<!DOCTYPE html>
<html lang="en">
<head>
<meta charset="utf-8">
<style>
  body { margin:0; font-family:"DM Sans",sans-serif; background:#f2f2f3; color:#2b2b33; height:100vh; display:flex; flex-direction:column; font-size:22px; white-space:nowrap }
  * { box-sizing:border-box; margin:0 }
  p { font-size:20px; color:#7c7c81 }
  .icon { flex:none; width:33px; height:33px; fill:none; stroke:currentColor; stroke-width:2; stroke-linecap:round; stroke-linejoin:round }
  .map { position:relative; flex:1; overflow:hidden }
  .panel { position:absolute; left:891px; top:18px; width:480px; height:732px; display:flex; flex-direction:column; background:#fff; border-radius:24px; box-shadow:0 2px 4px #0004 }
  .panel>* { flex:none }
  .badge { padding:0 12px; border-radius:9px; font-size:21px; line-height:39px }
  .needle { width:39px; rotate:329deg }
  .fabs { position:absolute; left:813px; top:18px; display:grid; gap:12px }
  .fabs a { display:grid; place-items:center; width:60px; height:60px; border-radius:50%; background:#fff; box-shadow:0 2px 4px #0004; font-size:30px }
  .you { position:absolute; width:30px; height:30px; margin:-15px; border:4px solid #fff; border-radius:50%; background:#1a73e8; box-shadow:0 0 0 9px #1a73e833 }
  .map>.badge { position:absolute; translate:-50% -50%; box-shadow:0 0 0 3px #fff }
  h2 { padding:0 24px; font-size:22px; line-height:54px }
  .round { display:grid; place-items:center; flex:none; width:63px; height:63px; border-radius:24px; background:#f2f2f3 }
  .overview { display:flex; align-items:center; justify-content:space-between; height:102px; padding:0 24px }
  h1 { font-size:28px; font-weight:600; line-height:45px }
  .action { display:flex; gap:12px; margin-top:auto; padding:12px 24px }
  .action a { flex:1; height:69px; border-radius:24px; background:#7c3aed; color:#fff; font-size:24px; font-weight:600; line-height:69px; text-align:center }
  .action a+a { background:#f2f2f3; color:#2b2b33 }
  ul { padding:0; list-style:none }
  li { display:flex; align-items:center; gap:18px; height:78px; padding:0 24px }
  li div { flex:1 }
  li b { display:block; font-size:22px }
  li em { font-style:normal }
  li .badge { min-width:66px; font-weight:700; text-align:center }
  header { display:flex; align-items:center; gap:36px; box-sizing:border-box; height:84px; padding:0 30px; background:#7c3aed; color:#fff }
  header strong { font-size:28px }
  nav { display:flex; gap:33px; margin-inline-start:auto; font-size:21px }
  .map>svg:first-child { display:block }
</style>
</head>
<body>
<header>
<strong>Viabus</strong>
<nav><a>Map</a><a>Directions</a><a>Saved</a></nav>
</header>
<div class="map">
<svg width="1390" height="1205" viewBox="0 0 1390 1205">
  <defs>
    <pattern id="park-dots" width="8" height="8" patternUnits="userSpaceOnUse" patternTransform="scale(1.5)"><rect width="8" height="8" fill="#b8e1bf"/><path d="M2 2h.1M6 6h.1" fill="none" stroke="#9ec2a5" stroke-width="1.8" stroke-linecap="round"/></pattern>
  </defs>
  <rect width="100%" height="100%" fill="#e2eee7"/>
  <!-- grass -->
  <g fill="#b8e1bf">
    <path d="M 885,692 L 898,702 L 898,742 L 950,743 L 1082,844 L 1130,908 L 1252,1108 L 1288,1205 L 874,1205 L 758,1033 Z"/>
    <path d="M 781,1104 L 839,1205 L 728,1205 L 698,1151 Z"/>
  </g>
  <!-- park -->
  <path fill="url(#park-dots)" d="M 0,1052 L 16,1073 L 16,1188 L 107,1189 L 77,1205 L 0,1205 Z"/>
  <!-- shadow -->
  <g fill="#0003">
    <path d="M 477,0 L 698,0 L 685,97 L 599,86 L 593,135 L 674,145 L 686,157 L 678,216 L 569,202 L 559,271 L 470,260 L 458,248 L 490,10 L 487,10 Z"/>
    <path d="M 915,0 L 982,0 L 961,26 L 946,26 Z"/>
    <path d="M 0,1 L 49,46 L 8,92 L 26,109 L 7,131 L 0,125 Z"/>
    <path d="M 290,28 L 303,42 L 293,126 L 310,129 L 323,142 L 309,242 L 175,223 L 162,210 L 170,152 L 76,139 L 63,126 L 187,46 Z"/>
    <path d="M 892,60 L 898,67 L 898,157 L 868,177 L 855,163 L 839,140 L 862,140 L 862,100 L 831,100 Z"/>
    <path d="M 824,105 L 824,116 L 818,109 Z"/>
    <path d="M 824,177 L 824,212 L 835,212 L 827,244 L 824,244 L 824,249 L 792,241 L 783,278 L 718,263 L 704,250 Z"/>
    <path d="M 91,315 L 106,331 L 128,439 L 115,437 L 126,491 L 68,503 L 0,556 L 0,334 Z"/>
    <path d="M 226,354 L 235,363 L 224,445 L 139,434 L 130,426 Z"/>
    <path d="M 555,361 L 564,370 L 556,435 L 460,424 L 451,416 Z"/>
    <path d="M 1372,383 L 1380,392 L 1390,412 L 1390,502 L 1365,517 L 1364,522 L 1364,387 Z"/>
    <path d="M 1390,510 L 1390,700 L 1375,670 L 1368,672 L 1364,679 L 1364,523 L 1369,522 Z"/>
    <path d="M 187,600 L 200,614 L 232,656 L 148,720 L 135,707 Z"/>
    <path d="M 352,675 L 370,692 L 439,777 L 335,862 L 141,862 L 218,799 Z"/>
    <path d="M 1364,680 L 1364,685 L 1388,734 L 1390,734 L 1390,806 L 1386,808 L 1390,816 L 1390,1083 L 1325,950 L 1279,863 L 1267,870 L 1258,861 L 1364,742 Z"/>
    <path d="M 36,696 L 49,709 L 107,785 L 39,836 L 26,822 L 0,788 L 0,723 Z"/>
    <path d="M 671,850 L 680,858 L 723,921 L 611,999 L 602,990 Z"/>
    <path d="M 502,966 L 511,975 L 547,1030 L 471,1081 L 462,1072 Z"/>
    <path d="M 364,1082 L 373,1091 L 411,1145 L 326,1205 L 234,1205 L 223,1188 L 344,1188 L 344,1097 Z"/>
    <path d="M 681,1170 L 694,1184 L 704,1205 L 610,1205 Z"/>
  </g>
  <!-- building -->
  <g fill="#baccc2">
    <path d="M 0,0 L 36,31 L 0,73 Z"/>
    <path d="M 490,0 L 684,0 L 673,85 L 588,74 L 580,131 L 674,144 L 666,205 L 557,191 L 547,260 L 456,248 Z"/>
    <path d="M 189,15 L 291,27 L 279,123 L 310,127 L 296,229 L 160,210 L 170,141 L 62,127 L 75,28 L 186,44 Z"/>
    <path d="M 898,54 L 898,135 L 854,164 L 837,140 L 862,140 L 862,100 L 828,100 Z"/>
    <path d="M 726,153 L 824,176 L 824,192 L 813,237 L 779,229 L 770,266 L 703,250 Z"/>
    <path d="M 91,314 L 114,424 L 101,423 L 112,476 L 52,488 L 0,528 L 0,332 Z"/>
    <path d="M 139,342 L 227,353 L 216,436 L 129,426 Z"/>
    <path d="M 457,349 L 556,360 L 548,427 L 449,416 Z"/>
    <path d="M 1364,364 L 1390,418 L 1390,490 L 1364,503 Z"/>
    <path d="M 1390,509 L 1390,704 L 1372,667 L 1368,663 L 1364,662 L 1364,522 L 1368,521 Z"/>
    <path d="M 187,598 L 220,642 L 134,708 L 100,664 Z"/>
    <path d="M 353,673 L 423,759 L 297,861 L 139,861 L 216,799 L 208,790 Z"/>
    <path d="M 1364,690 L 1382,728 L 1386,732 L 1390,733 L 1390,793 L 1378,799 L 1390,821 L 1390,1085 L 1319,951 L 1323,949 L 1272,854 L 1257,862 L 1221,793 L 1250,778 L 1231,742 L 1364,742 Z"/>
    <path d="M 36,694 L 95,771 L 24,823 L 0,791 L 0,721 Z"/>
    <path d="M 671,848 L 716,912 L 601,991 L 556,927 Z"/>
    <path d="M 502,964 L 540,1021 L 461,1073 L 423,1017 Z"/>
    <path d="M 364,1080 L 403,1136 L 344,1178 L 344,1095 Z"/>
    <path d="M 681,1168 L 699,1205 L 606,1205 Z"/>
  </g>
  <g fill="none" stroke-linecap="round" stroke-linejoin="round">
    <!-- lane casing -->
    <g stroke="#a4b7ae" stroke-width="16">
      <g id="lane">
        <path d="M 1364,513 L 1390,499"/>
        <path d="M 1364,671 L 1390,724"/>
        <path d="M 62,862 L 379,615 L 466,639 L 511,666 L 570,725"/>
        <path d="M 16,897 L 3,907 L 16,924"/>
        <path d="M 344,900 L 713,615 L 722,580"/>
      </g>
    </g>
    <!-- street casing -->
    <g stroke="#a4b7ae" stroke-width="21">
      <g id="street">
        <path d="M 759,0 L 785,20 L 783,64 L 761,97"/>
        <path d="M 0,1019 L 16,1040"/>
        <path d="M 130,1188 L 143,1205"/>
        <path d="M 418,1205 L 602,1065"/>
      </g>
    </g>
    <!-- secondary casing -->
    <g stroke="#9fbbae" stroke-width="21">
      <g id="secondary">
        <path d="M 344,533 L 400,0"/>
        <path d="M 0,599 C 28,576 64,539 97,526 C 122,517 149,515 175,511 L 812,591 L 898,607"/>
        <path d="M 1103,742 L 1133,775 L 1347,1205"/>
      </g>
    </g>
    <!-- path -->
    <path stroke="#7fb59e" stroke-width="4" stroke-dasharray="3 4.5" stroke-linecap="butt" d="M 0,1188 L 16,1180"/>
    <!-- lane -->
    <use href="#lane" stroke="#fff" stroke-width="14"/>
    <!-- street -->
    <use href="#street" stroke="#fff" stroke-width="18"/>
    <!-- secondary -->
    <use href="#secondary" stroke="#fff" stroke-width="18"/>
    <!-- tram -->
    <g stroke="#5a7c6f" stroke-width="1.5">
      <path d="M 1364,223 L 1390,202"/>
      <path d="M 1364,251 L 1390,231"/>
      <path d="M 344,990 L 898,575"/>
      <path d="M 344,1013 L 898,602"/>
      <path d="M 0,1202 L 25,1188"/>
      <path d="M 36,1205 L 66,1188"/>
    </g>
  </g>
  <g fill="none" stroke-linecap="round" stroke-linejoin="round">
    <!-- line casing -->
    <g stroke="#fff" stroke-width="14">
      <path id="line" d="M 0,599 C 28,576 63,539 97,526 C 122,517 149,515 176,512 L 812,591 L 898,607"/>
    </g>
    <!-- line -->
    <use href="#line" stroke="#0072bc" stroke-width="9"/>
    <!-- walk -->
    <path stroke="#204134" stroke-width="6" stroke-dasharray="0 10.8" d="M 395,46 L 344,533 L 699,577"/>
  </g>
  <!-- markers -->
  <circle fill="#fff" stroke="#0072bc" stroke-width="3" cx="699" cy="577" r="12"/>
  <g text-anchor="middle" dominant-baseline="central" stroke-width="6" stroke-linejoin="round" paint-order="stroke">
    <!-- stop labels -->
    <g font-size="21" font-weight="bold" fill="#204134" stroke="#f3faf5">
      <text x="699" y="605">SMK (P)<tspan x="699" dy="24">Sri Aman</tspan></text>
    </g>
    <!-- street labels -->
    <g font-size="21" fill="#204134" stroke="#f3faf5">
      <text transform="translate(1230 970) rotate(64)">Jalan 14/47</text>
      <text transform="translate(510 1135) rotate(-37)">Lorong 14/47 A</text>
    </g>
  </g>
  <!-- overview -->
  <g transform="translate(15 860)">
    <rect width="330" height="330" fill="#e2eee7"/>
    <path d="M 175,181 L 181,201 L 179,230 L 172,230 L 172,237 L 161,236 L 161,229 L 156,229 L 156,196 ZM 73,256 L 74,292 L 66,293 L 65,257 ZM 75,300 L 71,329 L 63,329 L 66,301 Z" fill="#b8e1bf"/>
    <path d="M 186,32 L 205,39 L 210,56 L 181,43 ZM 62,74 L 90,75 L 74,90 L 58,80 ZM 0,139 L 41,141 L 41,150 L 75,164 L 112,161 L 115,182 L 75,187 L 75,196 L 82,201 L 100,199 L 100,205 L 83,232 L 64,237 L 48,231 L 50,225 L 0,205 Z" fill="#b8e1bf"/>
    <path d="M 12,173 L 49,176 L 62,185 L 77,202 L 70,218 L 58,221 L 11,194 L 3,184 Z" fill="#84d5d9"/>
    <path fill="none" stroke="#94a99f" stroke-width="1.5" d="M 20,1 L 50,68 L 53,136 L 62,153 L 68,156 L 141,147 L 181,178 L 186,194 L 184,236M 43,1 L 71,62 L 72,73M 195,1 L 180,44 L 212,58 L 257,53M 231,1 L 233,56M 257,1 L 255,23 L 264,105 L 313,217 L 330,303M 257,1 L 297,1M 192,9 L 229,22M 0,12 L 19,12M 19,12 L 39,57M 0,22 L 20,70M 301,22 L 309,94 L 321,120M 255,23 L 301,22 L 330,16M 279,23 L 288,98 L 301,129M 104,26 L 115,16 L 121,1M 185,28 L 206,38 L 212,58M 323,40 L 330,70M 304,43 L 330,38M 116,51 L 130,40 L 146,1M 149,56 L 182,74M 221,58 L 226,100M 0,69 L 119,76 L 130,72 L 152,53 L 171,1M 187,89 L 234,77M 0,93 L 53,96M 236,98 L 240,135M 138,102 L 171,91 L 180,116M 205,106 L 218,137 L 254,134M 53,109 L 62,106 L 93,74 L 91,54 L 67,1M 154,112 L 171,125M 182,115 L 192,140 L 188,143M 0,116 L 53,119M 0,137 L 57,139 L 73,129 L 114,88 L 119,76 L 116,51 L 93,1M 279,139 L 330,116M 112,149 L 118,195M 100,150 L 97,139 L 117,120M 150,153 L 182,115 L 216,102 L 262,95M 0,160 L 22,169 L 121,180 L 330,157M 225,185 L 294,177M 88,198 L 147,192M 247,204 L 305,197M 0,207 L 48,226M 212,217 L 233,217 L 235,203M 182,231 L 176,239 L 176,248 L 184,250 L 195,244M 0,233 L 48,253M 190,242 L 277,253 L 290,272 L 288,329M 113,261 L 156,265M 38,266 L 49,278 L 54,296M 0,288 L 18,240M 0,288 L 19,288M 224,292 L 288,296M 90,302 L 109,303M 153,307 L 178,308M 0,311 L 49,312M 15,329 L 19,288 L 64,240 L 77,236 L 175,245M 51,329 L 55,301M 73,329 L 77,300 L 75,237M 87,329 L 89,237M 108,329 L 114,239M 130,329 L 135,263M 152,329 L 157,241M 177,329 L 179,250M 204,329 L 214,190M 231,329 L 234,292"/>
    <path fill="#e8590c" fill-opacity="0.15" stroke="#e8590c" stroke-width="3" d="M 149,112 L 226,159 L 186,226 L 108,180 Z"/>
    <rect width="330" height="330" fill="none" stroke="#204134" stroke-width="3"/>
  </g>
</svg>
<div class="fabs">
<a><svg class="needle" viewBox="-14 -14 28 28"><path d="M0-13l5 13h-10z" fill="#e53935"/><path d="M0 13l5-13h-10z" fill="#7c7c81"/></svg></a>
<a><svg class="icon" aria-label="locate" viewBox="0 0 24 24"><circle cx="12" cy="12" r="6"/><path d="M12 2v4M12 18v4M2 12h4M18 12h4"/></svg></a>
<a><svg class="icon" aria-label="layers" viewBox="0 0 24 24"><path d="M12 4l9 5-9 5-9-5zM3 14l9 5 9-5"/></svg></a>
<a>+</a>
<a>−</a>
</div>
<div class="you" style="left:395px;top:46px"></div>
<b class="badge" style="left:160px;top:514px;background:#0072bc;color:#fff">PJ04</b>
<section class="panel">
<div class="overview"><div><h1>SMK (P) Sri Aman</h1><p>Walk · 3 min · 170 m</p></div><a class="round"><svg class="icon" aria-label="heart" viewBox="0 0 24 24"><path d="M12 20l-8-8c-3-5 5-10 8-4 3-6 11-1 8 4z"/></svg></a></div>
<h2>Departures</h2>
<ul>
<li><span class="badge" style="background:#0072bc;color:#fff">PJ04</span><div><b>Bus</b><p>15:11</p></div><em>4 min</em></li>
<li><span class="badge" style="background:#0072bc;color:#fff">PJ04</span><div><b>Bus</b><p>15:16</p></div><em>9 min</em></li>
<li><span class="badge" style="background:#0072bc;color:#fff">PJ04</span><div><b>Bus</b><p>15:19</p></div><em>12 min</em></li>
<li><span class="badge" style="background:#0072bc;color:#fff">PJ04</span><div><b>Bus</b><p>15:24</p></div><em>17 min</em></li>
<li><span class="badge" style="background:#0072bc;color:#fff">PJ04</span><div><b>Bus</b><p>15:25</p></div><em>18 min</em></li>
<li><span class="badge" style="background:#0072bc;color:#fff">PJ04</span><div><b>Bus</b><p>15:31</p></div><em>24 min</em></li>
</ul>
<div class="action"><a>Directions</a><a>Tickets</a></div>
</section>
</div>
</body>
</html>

•••••

**TASK STATEMENT:**
What the task asks for is a word-for-word repeat of the lines above, from the first through the one containing "display:flex; gap:12px; margin-top:auto;".

**RESULT OF THE TASK:**
<!DOCTYPE html>
<html lang="en">
<head>
<meta charset="utf-8">
<style>
  body { margin:0; font-family:"DM Sans",sans-serif; background:#f2f2f3; color:#2b2b33; height:100vh; display:flex; flex-direction:column; font-size:22px; white-space:nowrap }
  * { box-sizing:border-box; margin:0 }
  p { font-size:20px; color:#7c7c81 }
  .icon { flex:none; width:33px; height:33px; fill:none; stroke:currentColor; stroke-width:2; stroke-linecap:round; stroke-linejoin:round }
  .map { position:relative; flex:1; overflow:hidden }
  .panel { position:absolute; left:891px; top:18px; width:480px; height:732px; display:flex; flex-direction:column; background:#fff; border-radius:24px; box-shadow:0 2px 4px #0004 }
  .panel>* { flex:none }
  .badge { padding:0 12px; border-radius:9px; font-size:21px; line-height:39px }
  .needle { width:39px; rotate:329deg }
  .fabs { position:absolute; left:813px; top:18px; display:grid; gap:12px }
  .fabs a { display:grid; place-items:center; width:60px; height:60px; border-radius:50%; background:#fff; box-shadow:0 2px 4px #0004; font-size:30px }
  .you { position:absolute; width:30px; height:30px; margin:-15px; border:4px solid #fff; border-radius:50%; background:#1a73e8; box-shadow:0 0 0 9px #1a73e833 }
  .map>.badge { position:absolute; translate:-50% -50%; box-shadow:0 0 0 3px #fff }
  h2 { padding:0 24px; font-size:22px; line-height:54px }
  .round { display:grid; place-items:center; flex:none; width:63px; height:63px; border-radius:24px; background:#f2f2f3 }
  .overview { display:flex; align-items:center; justify-content:space-between; height:102px; padding:0 24px }
  h1 { font-size:28px; font-weight:600; line-height:45px }
  .action { display:flex; gap:12px; margin-top:auto; padding:12px 24px }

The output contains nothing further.